Using a detailed closeup image [below] of the disc, kindly taken by Lucy Pringle, specifically for helping to decode the binary sequence, I was able to construct small squares or 'pixels' and superimpose them on the image. Then, starting from the centre and spiraling outwards, we get a 1 if the crop is standing and a 0 if the crop is flattened. Every 9th position is a small tuft of standing crop which is smaller than the standard 'pixels'. This I, along with several other researchers, interpret to be some kind of divider between digits. Between each marker digit are 8 'pixels', which conveniently corresponds to the standard 8 bits per byte notation that us computer programmers use. By using 8 bits we can represent anything from 00000000 which is 0 in decimal right up to 11111111 (ie. all 8 pixels 'on') which is 255 in decimal.

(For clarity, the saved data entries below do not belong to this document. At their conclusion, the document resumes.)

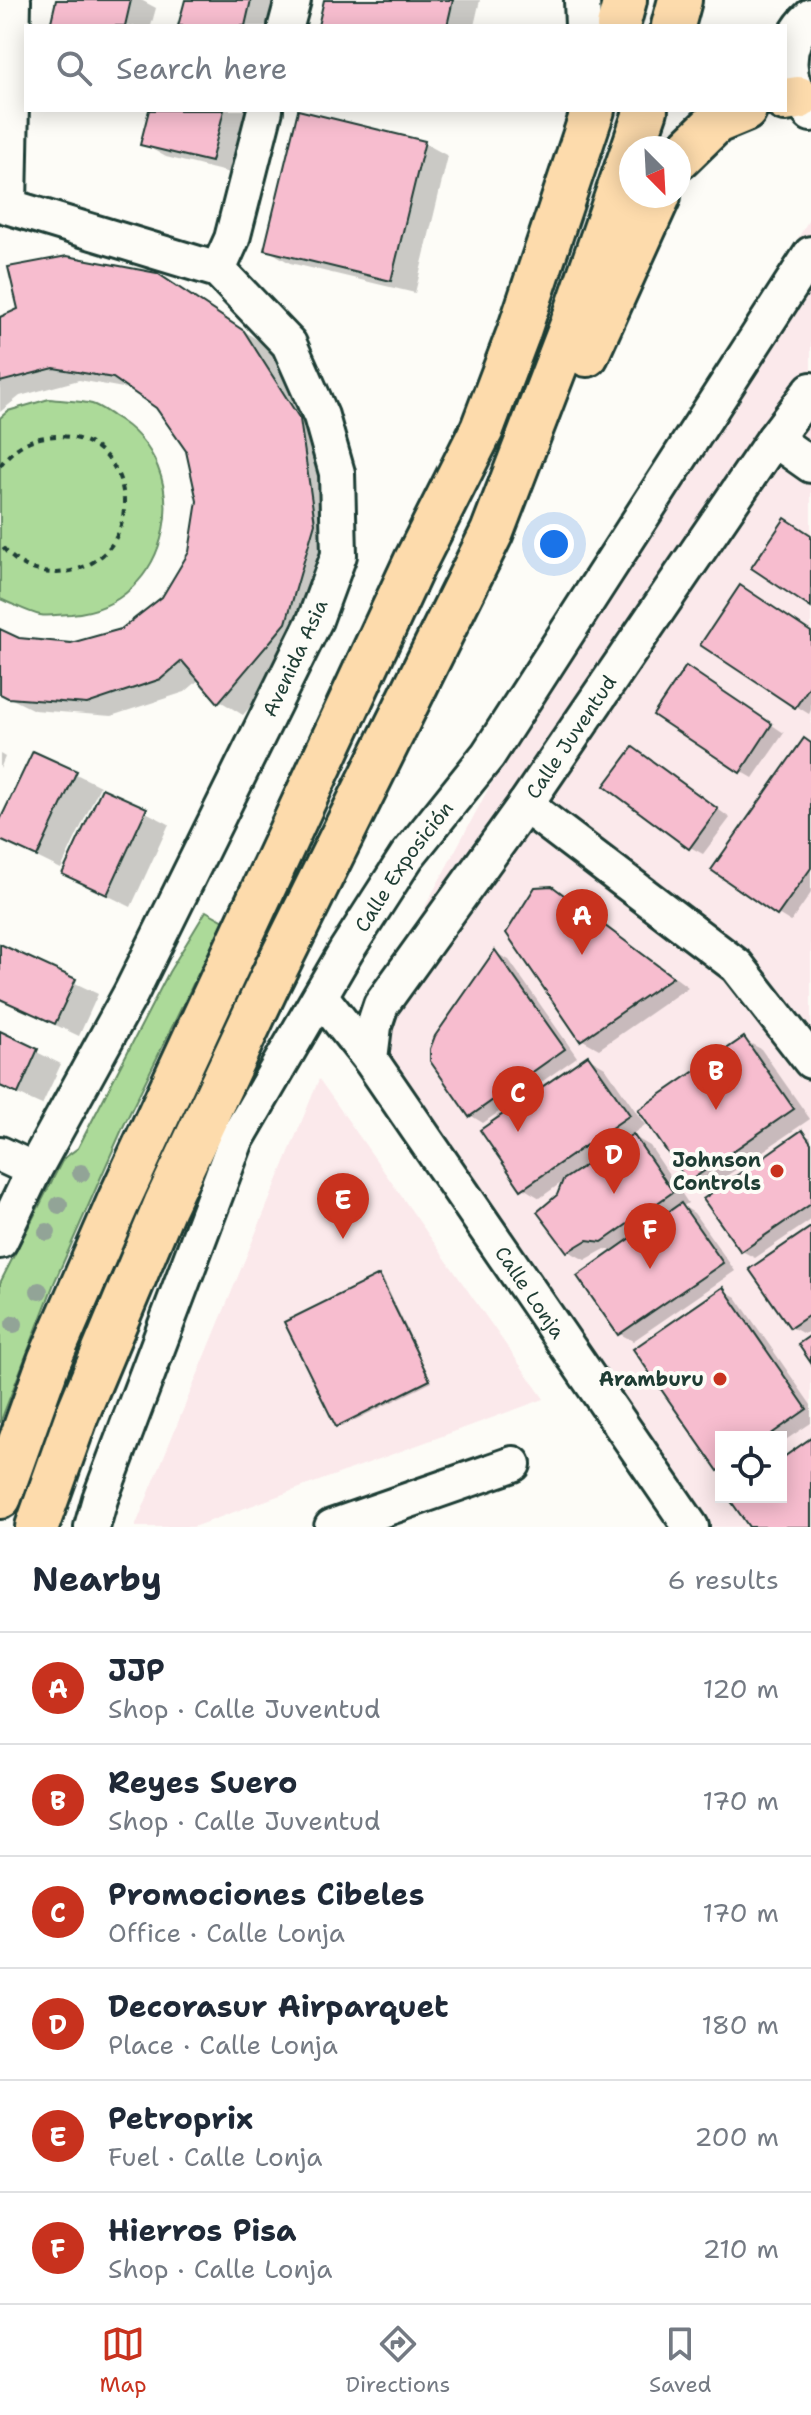 <!DOCTYPE html>
<meta charset="utf-8">
<style>
:root{--surface:#fff;--page:#f6f6f7;--text:#1f2937;--muted:#747a83;--line:#e0e1e3;--accent:#c8321e}
body{margin:0;font-family:"Shantell Sans",sans-serif;background:var(--page);color:var(--text)}
.controls{position:absolute;right:24px;bottom:24px;display:grid;overflow:hidden;border-radius:0px;box-shadow:0 4px 20px #0003}
.controls button{width:72px;height:72px;display:grid;place-items:center;padding:0;border:0;border-bottom:2px solid var(--line);background:var(--surface);color:var(--text);font:40px sans-serif}
.compass{position:absolute;left:619px;top:136px;width:72px;height:72px;border-radius:50%;background:var(--surface);box-shadow:0 4px 20px #0003;rotate:156deg}
.you{position:absolute;left:554px;top:544px;width:28px;height:28px;margin:-20px;border:6px solid #fff;border-radius:50%;background:#1a73e8;box-shadow:0 0 0 12px #1a73e833}
.badge{display:grid;place-items:center;width:52px;height:52px;border-radius:50%;background:var(--accent);color:#fff;font-size:26px;font-weight:700}
.pin{position:absolute;translate:-50% -66px;filter:drop-shadow(0 2px 4px #0008)}
.pin::after{content:'';position:absolute;top:42px;width:28px;height:24px;background:inherit;clip-path:polygon(0 0,100% 0,50% 100%)}
.list{margin:0;padding:0;list-style:none}
h2{display:flex;justify-content:space-between;align-items:center;height:104px;margin:0;padding:0 32px;font-size:34px}
h2 small{font-size:26px;font-weight:400;color:var(--muted)}
.list li{display:grid;grid-template-columns:52px 1fr auto;gap:24px;align-items:center;box-sizing:border-box;height:112px;padding:0 32px;border-top:2px solid var(--line)}
.list b{display:block;font-size:30px;white-space:nowrap}
.list p{margin:0;font-size:26px;white-space:nowrap;color:var(--muted)}
.list em{font-size:26px;font-style:normal;color:var(--muted)}
.icon{flex:none;width:44px;height:44px;fill:none;stroke:currentColor;stroke-width:2;stroke-linecap:round;stroke-linejoin:round}
.map{position:relative;flex:none;width:811px;height:1527px;overflow:hidden}
.search{position:absolute;background:var(--surface);box-shadow:0 4px 20px #0003;left:24px;right:24px;top:24px;height:88px;display:flex;align-items:center;gap:20px;box-sizing:border-box;padding:0 28px;border-radius:0px;color:var(--muted);font-size:30px}
.sheet{height:776px;background:var(--surface)}
nav{display:flex;justify-content:space-around;align-items:center;box-sizing:border-box;height:112px;border-top:2px solid var(--line);background:var(--surface);font-size:22px;color:var(--muted)}
nav a{display:grid;justify-items:center;gap:4px}
nav .on{color:var(--accent)}
.map>svg:first-child{display:block}
</style>
<div class="map">
<svg width="811" height="1527" viewBox="0 0 811 1527">
<rect width="100%" height="100%" fill="#fdfcf7"/>
<filter id="ink" filterUnits="userSpaceOnUse"><feTurbulence type="fractalNoise" baseFrequency=".0125" numOctaves="2"/><feDisplacementMap in="SourceGraphic" scale="16" xChannelSelector="R" yChannelSelector="G"/><feConvolveMatrix kernelMatrix="1 2 1 2 8 2 1 2 1" color-interpolation-filters="sRGB"/></filter>
<g filter="url(#ink)">
<!-- built -->
<g fill="#fbe9eb" fill-rule="evenodd">
<path d="M811,216V1527H671L352,1043L632,521ZM721,1437H781V1497H721Z"/>
<polygon points="319,1079 544,1399 193,1527 135,1527"/>
</g>
<!-- green -->
<g fill="#acda99" stroke="#668c66" stroke-width="2">
<path d="M49,399C63,401 79,400 92,404C99,406 107,412 113,416C201,466 172,607 71,614C61,614 49,617 40,615C27,612 13,604 0,599V418L8,411Z"/>
<polygon points="206,911 224,921 124,1125 55,1281 0,1423 0,1283 63,1159 78,1148 169,972"/>
</g>
<!-- shadow -->
<g fill="#0003">
<polygon points="58,0 141,0 156,8 151,26 52,26"/>
<polygon points="187,0 278,0 271,26 180,26"/>
<polygon points="326,0 480,0 474,26 320,26"/>
<polygon points="151,110 250,110 234,174 166,157 143,144"/>
<polygon points="424,143 448,156 415,293 290,263 266,249"/>
<polygon points="181,289 268,347 323,434 338,537 309,637 243,715 220,701 200,679 185,692 111,716 34,710 0,693 0,631 19,640 71,645 121,631 163,598 190,553 199,501 187,450 158,406 134,390 79,380 20,396 0,412 0,319"/>
<polygon points="811,634 811,710 809,714 796,706"/>
<polygon points="699,676 784,733 753,778 741,771"/>
<polygon points="811,745 811,893 791,922 778,914"/>
<polygon points="34,753 100,786 61,869 0,839 0,825"/>
<polygon points="0,754 5,757 0,769"/>
<polygon points="646,757 730,818 703,854 690,847"/>
<polygon points="103,790 169,824 131,907 64,874"/>
<polygon points="551,888 569,899 688,987 599,1049 581,1039"/>
<polygon points="0,947 98,994 79,1036 0,999"/>
<polygon points="496,953 509,960 577,1057 483,1123 470,1115"/>
<polygon points="0,1034 61,1064 42,1105 0,1086"/>
<polygon points="744,1040 761,1049 810,1119 706,1190 689,1181"/>
<polygon points="588,1057 605,1067 645,1125 631,1135 650,1146 688,1203 683,1206 694,1213 735,1271 633,1341 620,1334 617,1251 605,1249 585,1260 568,1251 559,1196 565,1180 540,1198 523,1188"/>
<polygon points="802,1133 811,1138 811,1220 755,1258 742,1251"/>
<polygon points="811,1229 811,1330 804,1334 791,1327"/>
<polygon points="379,1277 383,1279 432,1382 341,1427 337,1425"/>
<polygon points="723,1290 736,1297 811,1405 811,1423 781,1443 781,1437 721,1437 721,1471 719,1470"/>
</g>
<!-- building -->
<g fill="#f7bdcf" stroke="#1f3d34" stroke-width="2">
<polygon points="56,0 131,0 125,26 50,26"/>
<polygon points="185,0 251,0 245,26 178,26"/>
<polygon points="324,0 453,0 447,26 318,26"/>
<polygon points="149,110 224,110 211,162 140,145"/>
<polygon points="298,110 425,141 391,281 264,250"/>
<polygon points="67,256 157,273 244,331 300,419 315,523 286,623 218,703 182,661 161,679 87,704 8,698 0,694 0,629 19,638 71,643 121,629 162,597 189,552 197,501 186,451 156,408 113,378 54,368 0,382 0,317 18,309 8,267"/>
<polygon points="785,518 811,535 811,608 751,568"/>
<polygon points="740,585 811,632 811,684 795,708 700,645"/>
<polygon points="686,666 772,724 740,773 653,715"/>
<polygon points="804,738 811,743 811,868 777,916 711,870"/>
<polygon points="633,747 718,809 689,849 604,786"/>
<polygon points="33,751 77,771 37,857 0,840 0,820"/>
<polygon points="102,788 147,808 107,895 62,874"/>
<polygon points="552,886 673,977 580,1041 506,933 535,887"/>
<polygon points="0,944 76,979 55,1024 0,999"/>
<polygon points="495,950 565,1049 469,1117 430,1061 430,1049 435,1036"/>
<polygon points="0,1031 38,1049 18,1094 0,1086"/>
<polygon points="744,1037 794,1109 688,1182 638,1110"/>
<polygon points="588,1055 630,1115 521,1190 480,1130"/>
<polygon points="802,1130 811,1143 811,1204 741,1252 703,1199"/>
<polygon points="633,1134 673,1192 602,1242 587,1240 567,1252 537,1212 557,1195 563,1180"/>
<polygon points="681,1203 723,1263 618,1335 577,1276"/>
<polygon points="811,1227 811,1314 790,1328 749,1269"/>
<polygon points="379,1275 430,1380 336,1427 284,1322"/>
<polygon points="723,1287 807,1409 767,1437 721,1437 721,1469 718,1471 633,1349"/>
<polygon points="811,1335 811,1363 798,1344"/>
<polygon points="811,1438 811,1527 749,1527 728,1497 781,1497 781,1459"/>
</g>
<g fill="none" stroke-linecap="round" stroke-linejoin="round">
<defs>
<g id="minor">
<polyline points="582,0 583,26"/>
<path d="M811,16C780,44 785,85 811,114"/>
<polyline points="286,26 293,0"/>
<polyline points="0,204 218,270 289,344 321,416 337,473 339,555 315,620 131,993 34,1170 0,1241"/>
<polyline points="9,205 13,0"/>
<polyline points="218,270 232,239 265,110"/>
<polyline points="811,390 774,439 525,805 737,966 811,1061"/>
<polyline points="774,439 811,465"/>
<path id="s1" d="M321,997L370,1059L691,1527"/>
<polyline points="370,1059 374,1026 381,1005 525,805"/>
<polyline points="0,1154 34,1170"/>
<path id="s2" d="M92,1527L100,1499L236,1140L346,951L407,856L488,755L811,254"/>
<polyline points="332,1527 513,1464"/>
</g>
<g id="major">
<polyline points="618,26 625,0"/>
<polyline points="673,26 680,0"/>
<polyline points="785,100 798,98"/>
<polyline points="633,148 646,110"/>
<polyline points="679,158 716,122 745,110"/>
<polyline points="587,355 659,196"/>
<polyline points="0,1497 49,1361 120,1198 415,562 482,429 518,334 593,110"/>
<polyline points="37,1527 77,1415 165,1205 268,985 492,532 572,324 631,154"/>
</g>
</defs>
<!-- minor casing -->
<use href="#minor" stroke="#1f3d34" stroke-width="40"/>
<!-- major casing -->
<use href="#major" stroke="#1f3d34" stroke-width="48"/>
<!-- path -->
<path stroke="#1f3d34" stroke-width="4" stroke-dasharray="6 6" stroke-linecap="butt" d="M0,466C11,450 26,440 45,437C141,423 155,566 57,573C36,574 11,562 0,543"/>
<!-- minor -->
<use href="#minor" stroke="#fdfcf7" stroke-width="34"/>
<!-- major -->
<use href="#major" stroke="#fddbac" stroke-width="42"/>
</g>
<!-- trees -->
<g fill="#92a497">
<circle cx="81" cy="1173" r="9"/>
<circle cx="59" cy="1205" r="9"/>
<circle cx="47" cy="1232" r="9"/>
<circle cx="39" cy="1291" r="9"/>
<circle cx="14" cy="1324" r="9"/>
</g>
</g>
<!-- markers -->
<g fill="#c8321e" stroke="#fdfcf7" stroke-width="3">
<circle cx="777" cy="1171" r="8"/>
<circle cx="720" cy="1379" r="8"/>
</g>
<g text-anchor="middle" dominant-baseline="central" stroke-width="8" stroke-linejoin="round" paint-order="stroke">
<!-- street labels -->
<g font-size="20" fill="#1f3d34" stroke="#fdfcf7">
<text transform="translate(295 658) rotate(-65)">Avenida Asia</text>
<text transform="translate(571 737) rotate(-56)">Calle Juventud</text>
<text stroke="none"><textPath href="#s2" startOffset="734">Calle Exposición</textPath></text>
<text stroke="none"><textPath href="#s1" startOffset="362">Calle Lonja</textPath></text>
</g>
<!-- poi labels -->
<g font-size="20" font-weight="bold" fill="#1f3d34" stroke="#fdfcf7" text-anchor="end">
<text x="761" y="1160">Johnson<tspan x="761" dy="23">Controls</tspan></text>
<text x="704" y="1379">Aramburu</text>
</g>
</g>
</svg>
<div class="controls">
<button><svg class="icon" aria-label="locate" viewBox="0 0 24 24"><circle cx="12" cy="12" r="6"/><path d="M12 2v4M12 18v4M2 12h4M18 12h4"/></svg></button>
</div>
<svg class="compass" viewBox="-18 -18 36 36"><path d="M0-13l5 13h-10z" fill="#e53935"/><path d="M0 13l5-13h-10z" fill="#747a83"/></svg>
<div class="you"></div>
<div class="pin badge" style="left:582px;top:955px">A</div>
<div class="pin badge" style="left:716px;top:1110px">B</div>
<div class="pin badge" style="left:518px;top:1132px">C</div>
<div class="pin badge" style="left:614px;top:1194px">D</div>
<div class="pin badge" style="left:343px;top:1239px">E</div>
<div class="pin badge" style="left:650px;top:1269px">F</div>
<div class="search"><svg class="icon" aria-label="search" viewBox="0 0 24 24"><circle cx="10" cy="10" r="6"/><path d="M15 15l6 6"/></svg>Search here</div>
</div>
<section class="sheet">
<h2>Nearby<small>6 results</small></h2>
<ul class="list">
<li><span class="badge">A</span><div><b>JJP</b><p>Shop · Calle Juventud</p></div><em>120 m</em></li>
<li><span class="badge">B</span><div><b>Reyes Suero</b><p>Shop · Calle Juventud</p></div><em>170 m</em></li>
<li><span class="badge">C</span><div><b>Promociones Cibeles</b><p>Office · Calle Lonja</p></div><em>170 m</em></li>
<li><span class="badge">D</span><div><b>Decorasur Airparquet</b><p>Place · Calle Lonja</p></div><em>180 m</em></li>
<li><span class="badge">E</span><div><b>Petroprix</b><p>Fuel · Calle Lonja</p></div><em>200 m</em></li>
<li><span class="badge">F</span><div><b>Hierros Pisa</b><p>Shop · Calle Lonja</p></div><em>210 m</em></li>
</ul>
</section>
<nav>
<a class="on"><svg class="icon" aria-label="map" viewBox="0 0 24 24"><path d="M3 6l6-2 6 2 6-2v14l-6 2-6-2-6 2zM9 4v14M15 6v14"/></svg>Map</a>
<a><svg class="icon" aria-label="directions" viewBox="0 0 24 24"><path d="M12 3l9 9-9 9-9-9zM9 14v-3h6M13 9l2 2-2 2"/></svg>Directions</a>
<a><svg class="icon" aria-label="saved" viewBox="0 0 24 24"><path d="M7 4h10v16l-5-4-5 4z"/></svg>Saved</a>
</nav>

In order to represent numbers and letters of the alphabet, computers use a set of 128 characters which comprises what is known as the ASCII character set. ASCII stands for American Standard Code for Information Interchange and was devised by the ANSI corporation back in the 1960s. The original ASCII set comprised of 7 bits in order to represent 128 unique characters. However, modern computers use an 8 bit character set which can display 255 different characters. The 'upper' 128 characters are usually reserved for special characters such as accented foreign characters and things like the Euro symbol.

Going back to our spiral of binary digits in the crop formation disc, we obtain an initial grouping of 01000010 01100101 01110111 01100001 01110010 and so on, spiraling out from the centre. (see diagram). We can translate these binary sequences into their decimal equivalent and thus look them up in the ASCII character set to see what letters they correspond to.